One or both of the front pillars 41a and 41b are provided with a display 43, an operation panel 45 on which a destination floor button 44 and the like are arranged, and a speaker 46. In the example of fig. 2, a speaker 46 is provided on the front pillar 41a, and a display 43 and an operation panel 45 are provided on the front pillar 41 b.

Here, a camera 12 having an ultra-wide angle lens such as a fisheye lens is provided at a central portion of a door lintel plate 11a at an upper portion of an entrance of the car 11.

Fig. 3 is a diagram showing an example of the captured image by the camera 12. This shows a case where the entire car room and the hall 15 near the doorway are photographed at a viewing angle of 180 degrees or more from the upper part of the doorway of the car 11 in a state where the car doors 13 ( door panels 13a and 13 b) and the hall doors 14 ( door panels 14a and 14 b) are fully opened. The upper side is a waiting hall 15, and the lower side is the interior of the car 11.

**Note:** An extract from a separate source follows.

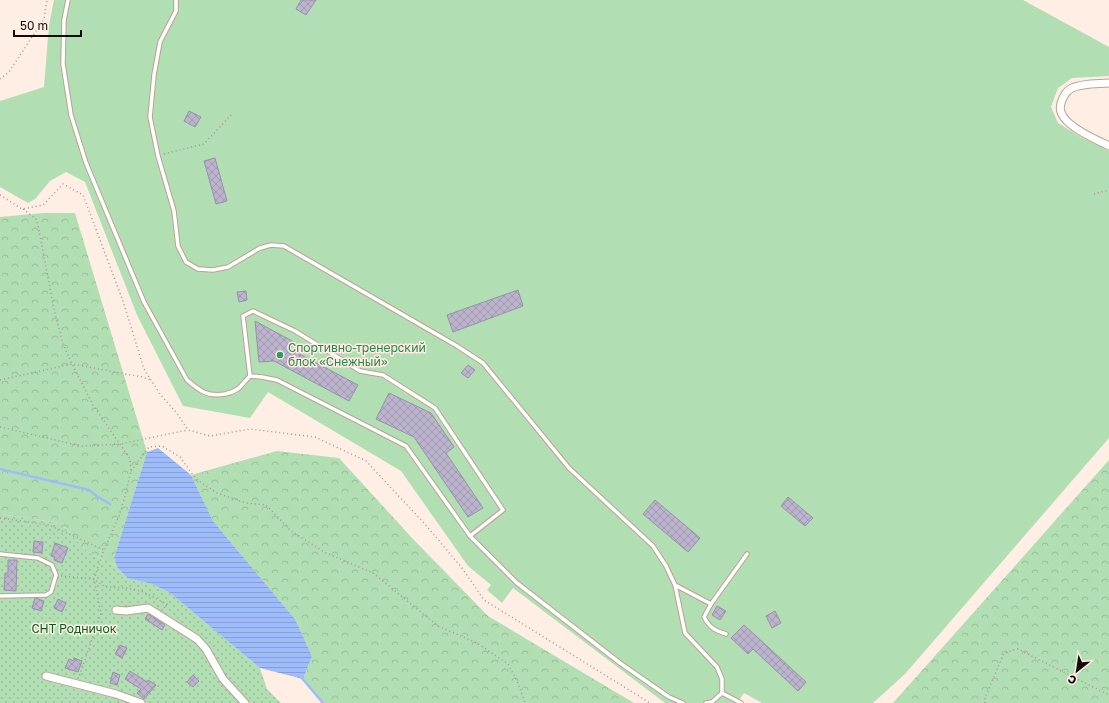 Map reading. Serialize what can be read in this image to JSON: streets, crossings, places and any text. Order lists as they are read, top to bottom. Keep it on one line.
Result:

In the hall 15, door pockets 17a and 17b are provided on both sides of an arrival entrance of the car 11, and belt-shaped hall sills 18 having a predetermined width are arranged on a floor surface 16 between the door pockets 17a and 17b in an opening and closing direction of the hall doors 14. A belt-shaped car threshold 47 having a predetermined width is disposed on the doorway side of the floor surface 19 of the car 11 along the opening/closing direction of the car doors 13.

Here, detection areas E1 to E5 for detecting a user or an object are set in the car 11 and the hall 15 photographed in the photographed image.

The detection area E1 is an area (boarding detection area) for detecting the boarding state of the user (the boarding position of the user, the number of boarding passengers, and the like) in the car 11, and is set at least as the entire area of the floor surface 19. The detection area E1 may include front pillars 41a and 41b, side surfaces 48a and 48b, and a back surface 49 surrounding the car interior.

Specifically, as shown in fig. 4, the detection area E1 is set so as to match the lateral width W1 and the longitudinal width W2 of the floor surface 19. The detection area E1 is set to a position at a height h1 from the floor surface 19 with respect to the front surface posts 41a and 41b, the side surfaces 48a and 48b, and the rear surface 49. The height h1 is arbitrary.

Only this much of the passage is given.